The bucket that called itself confidential and then served itself to everyone

Metadata

Title: The bucket that called itself confidential and then served itself to everyone
Source of the case: Real HackerOne report #361438 (Uber)
AWS service(s): S3
Risk archetype: Self-contradicting state — the org's own classification tag disagrees with the live policy
One-line hook: Can you prove a bucket tagged confidential is actually private?

0. The challenge (what the reader does first)

Scenario given to the reader:

An S3 bucket named ubergreece holds operational data for Uber's Greece market. Someone on the data team tagged it data-classification: confidential, so on paper this is locked-down internal data. The bucket also carries a bucket policy and has no Public Access Block configured.
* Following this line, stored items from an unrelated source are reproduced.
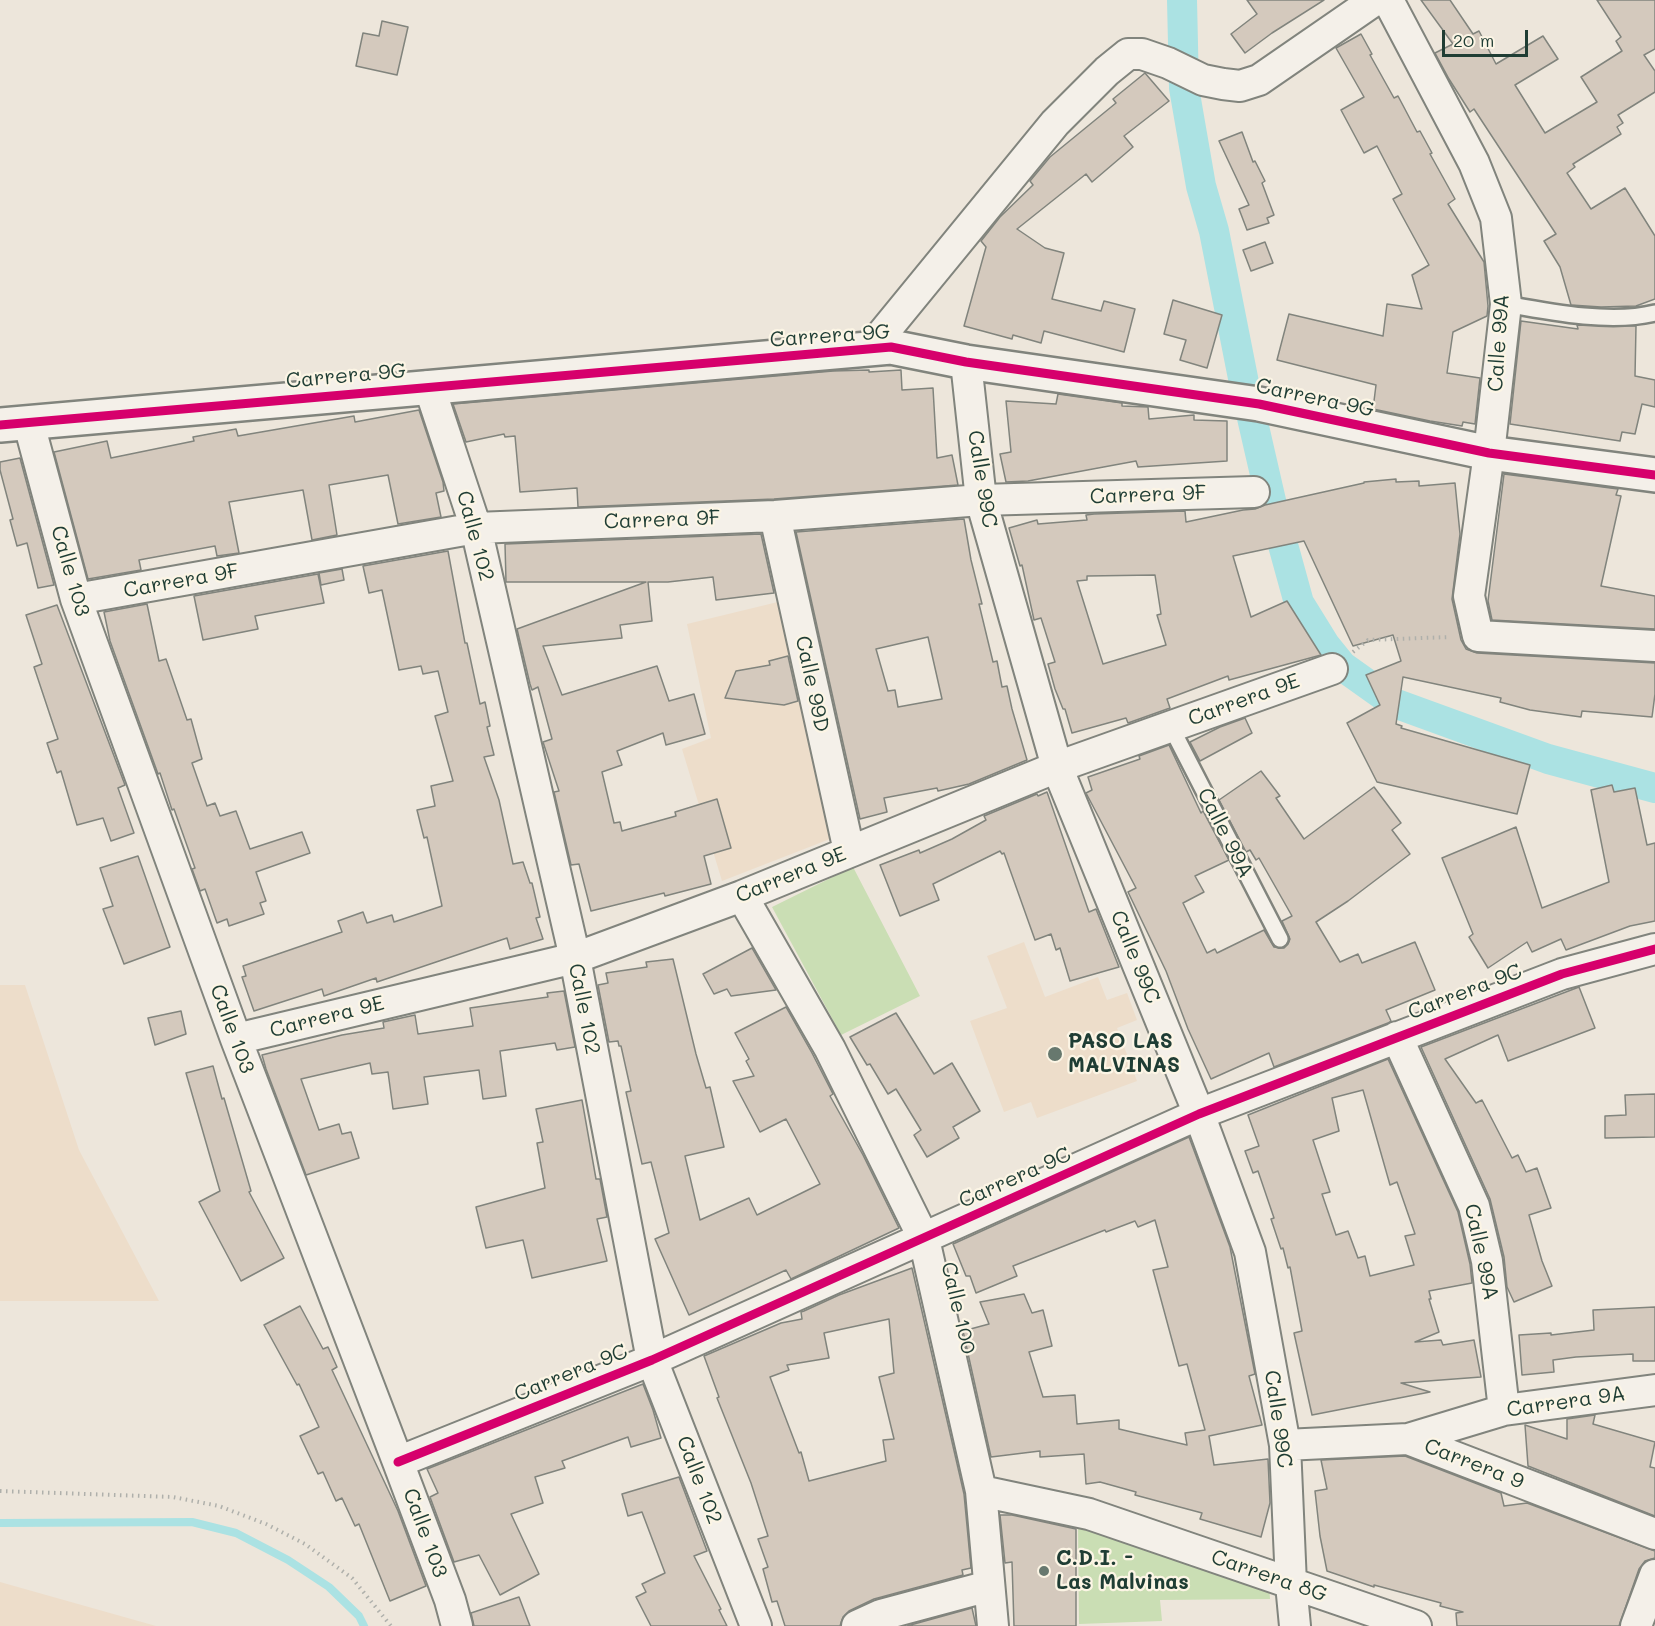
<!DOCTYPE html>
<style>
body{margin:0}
#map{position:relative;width:1655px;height:1626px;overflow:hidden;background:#ede6db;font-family:Mali,sans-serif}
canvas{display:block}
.scale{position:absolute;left:1442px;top:30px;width:86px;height:27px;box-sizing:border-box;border:3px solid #1f3d34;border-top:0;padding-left:8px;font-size:18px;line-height:21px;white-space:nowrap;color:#1f3d34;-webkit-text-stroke:4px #fcf5e5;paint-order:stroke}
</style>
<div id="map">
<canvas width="1655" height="1626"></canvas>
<div class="scale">20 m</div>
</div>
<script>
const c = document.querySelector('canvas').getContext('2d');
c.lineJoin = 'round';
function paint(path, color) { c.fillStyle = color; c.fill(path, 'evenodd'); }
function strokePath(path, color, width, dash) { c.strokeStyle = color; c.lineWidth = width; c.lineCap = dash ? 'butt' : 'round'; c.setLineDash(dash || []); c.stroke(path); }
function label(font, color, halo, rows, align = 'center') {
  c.font = font + ' Mali,sans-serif'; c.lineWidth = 4.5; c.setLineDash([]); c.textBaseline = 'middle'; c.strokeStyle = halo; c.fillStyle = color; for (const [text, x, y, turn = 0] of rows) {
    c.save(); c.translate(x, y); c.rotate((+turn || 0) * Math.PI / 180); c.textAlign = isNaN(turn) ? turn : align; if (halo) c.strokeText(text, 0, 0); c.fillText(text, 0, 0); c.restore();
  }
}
paint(new Path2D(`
 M786 600 835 837 722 881 682 749 711 738 687 624Z
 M1024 942 1045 997 1098 977 1107 1000 1127 993 1137 1020 1117 1028 1137 1081 1037 1118 1031 1102 1004 1112 970 1021 1007 1008 987 956Z
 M0 985H25L79 1150 159 1301H0Z
 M0 1582 156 1626H0Z`), '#edddca');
paint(new Path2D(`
 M853 867 920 996 841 1035 772 907Z
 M1078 1523 1269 1585 1270 1599 1160 1600 1162 1621 1079 1624Z`), '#cadeb4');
strokePath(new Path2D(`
 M0 1523 192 1522 236 1533 288 1560 329 1587 359 1616 364 1626`), '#abe2e3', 8);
strokePath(new Path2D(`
 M1182 0 1184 88 1201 186 1214 231 1244 383 1272 505 1299 603 1325 645 1342 666 1394 703 1548 759 1655 788`), '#abe2e3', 30);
const building = new Path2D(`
 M1247 0H1324L1272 33 1245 53 1231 34 1257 14Z
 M1421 0H1450L1473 34 1479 31 1496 64 1543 36 1558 59 1515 85 1545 133 1597 102 1581 77 1622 51 1616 41 1621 37 1597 0H1655V49L1644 55 1655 71V92L1618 115 1623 123 1617 127 1621 134 1573 164 1575 167 1567 173 1591 209 1625 188 1655 236V299L1636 306 1601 307 1571 305 1560 267 1544 241 1556 234 1474 109 1470 112 1449 79 1435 53 1453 44Z
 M382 21 408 27 397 75 356 66 363 33 379 36Z
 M1361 34 1372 54 1370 55 1394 98 1398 96 1417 132 1420 131 1432 153 1430 154 1455 199 1448 204 1484 262 1488 306 1487 316 1453 332 1447 373 1480 378 1475 424 1463 422 1462 426 1430 421 1373 409 1376 385 1277 360 1289 314 1383 336 1387 304 1422 309 1412 275 1429 265 1393 199 1402 194 1377 146 1364 153 1341 110 1364 97 1336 48Z
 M1145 73 1169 101 1124 136 1133 147 1092 182 1086 174 1017 229 1045 248 1064 253 1052 299 1101 311 1104 301 1135 309 1124 352 1044 331 1041 343 1013 335 1012 339 964 326 986 247 981 241 1000 217 1033 185 1030 181 1050 157 1116 103 1113 99Z
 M1242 132 1253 162 1255 161 1265 181 1262 183 1274 215 1267 218 1269 223 1247 230 1239 209 1249 205 1219 141Z
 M1265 242 1273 263 1251 271 1243 250Z
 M1173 300 1222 315 1207 368 1180 360 1186 340 1164 334Z
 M1521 321 1578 329 1577 325 1636 326 1635 376 1655 380V407L1642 404 1635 434 1622 432 1620 441 1510 424Z
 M869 370V372L901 370 902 390 933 388 937 458 952 455 958 485 774 499 578 507 577 488 520 492 515 436 505 437 504 434 466 442 453 404 833 371Z
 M1058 394 1122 403V406L1148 407 1149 419 1194 415V420L1227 421V461L1138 467 1136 461 1028 481 1006 482 1000 454 1011 452 1006 401 1056 404Z
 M419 410 443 482 444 491 436 493 441 517 398 524 388 475 329 485 337 535 312 540 303 490 229 502 239 553 217 556 215 546 139 560 141 570 88 579 54 452 107 441 111 458 194 441 193 437 236 429 238 436 354 416 355 422Z
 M20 458 54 585 38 588 27 543 17 546 10 520 13 519 0 470V462Z
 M1504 474 1618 489 1616 495 1621 496 1601 586 1655 596V629L1492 620 1488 601Z
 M1396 479V482L1419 481V486L1455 483 1460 534 1452 599 1461 640 1466 649 1477 653 1655 663V694L1652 717 1582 711 1581 717 1530 710 1500 702 1501 698 1403 677 1396 724 1402 726 1401 728 1530 765 1517 814 1377 782 1347 723 1380 705 1366 675 1401 661 1393 635 1353 646 1304 541 1233 556 1251 617 1287 601 1321 655 1229 680 1228 676 1167 699 1170 708 1128 723 1126 718 1072 733 1065 709H1063L1055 689 1048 664 1055 662 1041 618 1034 620 1022 565 1020 566 1009 528 1037 520 1038 524 1087 520 1086 515 1094 514 1185 511 1186 522 1243 510 1255 509 1265 505 1364 483V482ZM1155 575 1161 614 1157 615 1166 645 1103 664 1077 581 1087 580V576Z
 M964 519 971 560 982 604H979L993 662 997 661 1002 687 1007 686 1012 709 1027 760 969 784 938 791 937 788 884 798 887 812 860 819 796 532ZM928 637 942 699 898 707 895 690 888 691 876 649Z
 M761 534 774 593 716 600 713 577 668 582H648L652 621 620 625 622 638 543 646 562 695 657 666 669 701 694 694 705 734 666 745 663 733 617 751 622 765 602 772 614 823 620 822 622 831 676 816 675 812 717 799 731 848 704 856 711 884 665 896 664 893 591 911 579 864 571 865 554 792 559 791 543 742 552 739 538 687 532 690 530 684 517 629 646 582H506L505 544Z
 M448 551 465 643H467L480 704 485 702 490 726 487 727 494 755 484 757 499 800 513 864 523 862 530 883H532L540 917 536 918 543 939 510 949 507 938 377 982 376 978 324 996 322 989 254 1011 242 977 246 976 243 966 342 932 338 921 363 912 367 923 392 915 394 922 442 906 427 837 424 838 417 810 435 806 431 786 453 781 435 716 448 712 438 671 423 674 421 666 399 670 382 590 369 593 363 566Z
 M342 569 344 580 321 585 319 573Z
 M318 574 324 603 255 616 258 629 203 640 194 596Z
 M147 604 159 661 166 659 187 720 191 719 202 759 192 763 207 806 215 803 220 816 236 811 250 849 302 832 310 853 256 872 266 901 260 903 264 914 229 926 227 919 217 923 205 889 200 891 192 869 195 868 174 809 172 810 160 773 158 774 110 641 104 612Z
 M57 605 125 785 118 788 134 833 111 841 103 818 77 825 61 771 57 773 47 743 58 739 34 667 42 664 26 615Z
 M788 656 798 701 784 705 725 698 736 671 770 665 769 661Z
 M1245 718 1252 733 1200 761 1190 742 1220 727Z
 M1169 745 1201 813 1203 811 1229 860 1195 876 1204 892 1183 903 1207 953 1215 949 1217 953 1264 930 1274 947 1284 948 1288 944 1290 939 1282 921 1292 916 1259 858 1256 860 1250 850 1246 852 1219 800 1261 771 1280 796 1276 798 1304 839 1374 787 1401 823 1392 830 1410 854 1348 901 1316 922 1340 962 1358 954 1362 963 1415 942 1435 990 1386 1010 1391 1021 1388 1023 1274 1067 1269 1053 1211 1079 1188 1029 1166 971 1128 892 1136 888 1086 793 1092 790 1088 777 1140 759 1139 756Z
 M1612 785 1614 792 1635 788 1647 845 1655 843V921L1630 926 1566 950 1561 939 1532 952 1527 942 1488 968 1469 937 1473 934 1442 858 1516 827 1542 908 1609 882 1591 790Z
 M1047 792 1089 912 1096 909 1119 967 1070 981 1060 948 1056 950 1051 934 1035 940 1004 853 1002 854 1000 851 933 884 939 900 900 916 880 865 919 850 920 853 952 839 986 820 984 816 1037 794 1038 796Z
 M138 856 170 947 124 964 103 909 113 906 100 868Z
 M752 948 776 990 731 996 727 989 714 994 703 974Z
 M673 959 696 1054 706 1088 710 1087 724 1147 685 1156 700 1220 749 1198 757 1215 820 1184 786 1119 760 1132 733 1081 754 1076 746 1061 749 1059 735 1033 786 1007 812 1053 833 1094 830 1096 863 1155 899 1228 791 1279 786 1270 689 1315 655 1239 669 1233 651 1162 642 1164 626 1092 631 1091 621 1046H619L618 1041 609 1042 598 985 608 983 606 973 647 967 646 962Z
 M1579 987 1595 1028 1508 1061 1498 1035 1445 1059 1476 1103 1482 1100 1512 1158 1518 1155 1526 1172 1537 1168 1551 1208 1529 1215 1542 1261 1552 1286 1514 1302 1507 1287 1504 1257 1490 1199 1421 1047Z
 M564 991 575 1047 557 1050 555 1043 500 1051 506 1096 483 1099 479 1070 424 1077 428 1104 393 1109 388 1072 372 1074 370 1063 301 1079 319 1130 339 1124 342 1134 351 1132 359 1158 306 1175 266 1069 262 1055 342 1035 384 1028 383 1022 415 1015 418 1034 473 1026 470 1008 548 997 547 993Z
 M181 1011 186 1034 155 1045 148 1018Z
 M896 1013 934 1074 952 1063 980 1111 953 1127 959 1138 927 1157 914 1135 921 1130 896 1089 888 1094 870 1064 867 1065 850 1037Z
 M1388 1059 1458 1212 1470 1264 1472 1283 1429 1291 1431 1299H1429L1439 1332 1415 1342 1441 1340 1443 1345 1474 1340 1481 1377 1401 1383 1430 1392 1312 1415 1294 1333 1302 1331 1290 1267 1288 1268 1283 1248 1281 1249 1271 1219 1274 1218 1258 1171 1253 1173 1245 1151 1259 1146 1248 1115ZM1363 1090 1390 1185 1397 1182 1415 1234 1405 1236 1414 1265 1370 1276 1365 1256 1358 1258 1348 1231 1336 1235 1322 1194 1330 1192 1313 1140 1339 1131 1332 1098Z
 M213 1066 222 1099 224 1098 251 1191 249 1192 284 1258 241 1281 199 1202 220 1191 186 1073Z
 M1655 1094V1137L1605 1138V1116L1626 1115 1625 1095Z
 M582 1100 596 1179H600L607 1217 597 1219 607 1261 532 1278 523 1240 486 1248 476 1207 545 1188 537 1143 543 1142 536 1109Z
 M1189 1137 1230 1247 1255 1374 1249 1376 1262 1425 1209 1436 1214 1465 1268 1459 1270 1503 1261 1537 1200 1519 1202 1513 1135 1495 1136 1492 1100 1482 1086 1484 1084 1454 1040 1457V1451L991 1457 963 1331 989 1324 980 1302 1024 1294 1032 1313 1043 1310 1052 1346 1029 1352 1043 1397 1075 1395 1077 1424 1119 1420V1429L1187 1445 1185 1433 1205 1430 1187 1364 1179 1366 1153 1270 1168 1267 1155 1220 1138 1227 1135 1221 1106 1232 1105 1230 1013 1266 1017 1276 976 1293 970 1276H966L953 1244Z
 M912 1268 964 1494 971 1568 962 1570 963 1575 874 1599 849 1611 843 1617 840 1626H785L777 1601 772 1602 763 1569 768 1567 758 1539 768 1536 751 1483 717 1398 719 1397 704 1356 781 1323 802 1319 801 1312 804 1311 839 1295ZM889 1319 894 1373 879 1377 894 1439 883 1440 886 1461 809 1481 801 1452 799 1453 770 1377 789 1370 787 1365 829 1358 824 1333Z
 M300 1306 323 1349 328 1347 337 1367 332 1370 398 1511 426 1586 390 1601 359 1524 355 1526 342 1498 336 1501 323 1472 318 1474 300 1436 319 1427 299 1384 297 1385 264 1325Z
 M1655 1307V1361H1633V1354L1576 1357 1553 1360 1554 1372 1522 1375 1519 1335 1551 1333V1335L1594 1330 1593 1310Z
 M643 1384 653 1410 661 1438 631 1447 628 1437 562 1461 565 1468 535 1477 543 1503 511 1514 539 1574 500 1595 479 1555 454 1562 430 1497 438 1493 427 1469Z
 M1595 1415 1593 1424 1655 1442 1650 1467 1655 1468V1516L1528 1466 1525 1425 1567 1439V1419Z
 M1405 1456 1501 1493 1504 1506 1527 1503 1655 1551V1558L1645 1561 1639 1569 1619 1626H1457L1456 1613 1463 1612 1440 1606 1441 1603 1374 1585V1587L1327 1571 1320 1536 1315 1491 1327 1489 1321 1460Z
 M679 1477 707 1551 694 1556 721 1609 719 1610 727 1626H651L636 1597 646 1592 642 1584 665 1573 642 1512 628 1516 622 1494Z
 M1000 1515H1012L1076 1529V1626H1014L1012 1562 1005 1563Z
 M519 1597 530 1626H474L471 1613Z
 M972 1608 976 1626H907Z`);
paint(building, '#d4c9bd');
strokePath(building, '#81847d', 1.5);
const lane = new Path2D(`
 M1506 304C1550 312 1611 324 1655 313
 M1171 727 1280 939`);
const street = new Path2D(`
 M1388 0 1474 163 1496 218 1506 304 1489 453 1469 596 1478 636 1655 646
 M870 349 1055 123 1107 71 1128 54H1142L1168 63 1203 80 1223 84 1240 86 1259 80 1375 0
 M966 362 981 500 1057 767 1199 1114 1250 1252 1285 1445 1291 1584 1295 1626
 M429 386 476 528 575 958 652 1360 756 1626
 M29 424 76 599 236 1039 398 1462 450 1600 457 1626
 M775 516 849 851
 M76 599 476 528 775 516 981 500 1254 492
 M742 896 830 1049 924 1239 981 1491 993 1626
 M1397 1037 1474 1206 1487 1261 1504 1410
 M236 1039 575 958 742 896 1057 767 1332 669
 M1408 1439 1504 1410 1655 1390
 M1285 1445 1408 1439 1655 1534
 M398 1462 652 1360 1199 1114 1562 974 1655 949
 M981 1491 1089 1514 1416 1626
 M857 1626 881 1615 989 1586
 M1636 1626 1655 1575`);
const secondary = new Path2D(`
 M0 425 891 347 966 362 1259 404 1489 453 1655 475`);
strokePath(lane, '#81847d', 20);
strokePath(street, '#81847d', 34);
strokePath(secondary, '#81847d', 38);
strokePath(new Path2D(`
 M1353 652 1368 640 1450 637
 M0 1491 173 1497 219 1506 266 1524 305 1544 352 1578 391 1626`), '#afb0ab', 4, [1.5, 4.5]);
strokePath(lane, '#f4f0e9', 15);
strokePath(street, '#f4f0e9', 30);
strokePath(secondary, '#f4f0e9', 33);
strokePath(new Path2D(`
 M0 425 891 347 966 362 1259 404 1489 453 1655 475
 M398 1462 652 1360 1199 1114 1562 974 1655 949`), '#d6006c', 9);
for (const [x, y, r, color] of [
 [1055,1054,8,"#67786e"],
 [1044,1571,6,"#67786e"]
]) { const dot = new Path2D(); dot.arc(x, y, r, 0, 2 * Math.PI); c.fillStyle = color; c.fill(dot); strokePath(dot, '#fcf5e5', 2); }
label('21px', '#1f3d34', '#fcf5e5', [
 ["Carrera 9G",830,336,-4],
 ["Calle 99A",1499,343,-86],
 ["Carrera 9G",346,376,-5],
 ["Carrera 9G",1315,398,12],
 ["Calle 99C",982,479,81],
 ["Carrera 9F",1148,495,-2],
 ["Carrera 9F",662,520,-2],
 ["Calle 102",475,536,75],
 ["Calle 103",70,571,74],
 ["Carrera 9F",181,581,-10],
 ["Calle 99D",812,684,78],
 ["Carrera 9E",1244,700,-20],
 ["Calle 99A",1225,833,63],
 ["Carrera 9E",791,875,-22],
 ["Calle 99C",1135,957,68],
 ["Carrera 9C",1465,992,-21],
 ["Calle 102",584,1009,79],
 ["Carrera 9E",327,1017,-14],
 ["Calle 103",232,1029,70],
 ["Carrera 9C",1015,1178,-24],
 ["Calle 99A",1481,1252,78],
 ["Calle 100",958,1308,77],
 ["Carrera 9C",571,1373,-22],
 ["Carrera 9A",1566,1402,-8],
 ["Calle 99C",1278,1419,82],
 ["Carrera 9",1474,1464,21],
 ["Calle 102",699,1480,69],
 ["Calle 103",425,1533,70],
 ["Carrera 8G",1269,1576,19]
]);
label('bold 21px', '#1f3d34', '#fcf5e5', [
 ["PASO LAS",1068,1042],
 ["MALVINAS",1068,1066],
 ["C.D.I. -",1056,1559],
 ["Las Malvinas",1056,1583]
], 'left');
</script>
You have the export in front of you and nothing else.

Evidence they're handed (and nothing else):

{
  "bucket": "ubergreece",
  "tags": {"data-classification": "confidential"},
  "bucket_policy": {"Statement": [{"Effect": "Allow", "Principal": "*", "Action": "s3:GetObject", "Resource": "arn:aws:s3:::ubergreece/*"}]},
  "public_access_block": null
}

The JSON export above. No AWS credentials. No live account. No scripts.

The questions they must answer from the evidence alone:

Is ubergreece readable by anonymous callers right now, given the policy and the absent Public Access Block?
The tag says confidential. Is that tag a control, or just a label that nothing enforces — and could the gap between intent and config get worse silently?
Which exposure path is live here — the bucket policy granting Principal: *?
Is there a second path (ACL, object-level grant) that could also open this bucket, or is the policy the only door?
What single rule, applied account-wide, would have made the confidential tag and the live access agree?

1. The manual problem

To answer by hand you have to read the policy like an IAM evaluator: Effect: Allow, Principal: *, Action: s3:GetObject, Resource: .../*. That is an anonymous read grant on every object. Then you have to notice what is missing — public_access_block is null, so nothing overrides the policy. Then you have to hold the tag in your head and realize the organization already declared this data should not be public. Three facts, three different parts of the export, and the dangerous conclusion only appears when you combine them. The tag is not a security boundary; it is a sticky note. Nothing in the config makes the sticky note true.

2. The reasoning wall

What they hit	What they said / would say
The tag reads `confidential`, so the eye relaxes before reading the policy	"I trusted the label. I assumed someone who wrote `confidential` also locked it down."
`public_access_block: null` is an absence, and absences are easy to skim past	"Nothing jumped out as wrong. The thing that made it public was the thing that wasn't there."
Knowing it's public is not the same as proving the org contradicted itself	"I can see it's open. What I actually need is: this violates a rule we set for ourselves."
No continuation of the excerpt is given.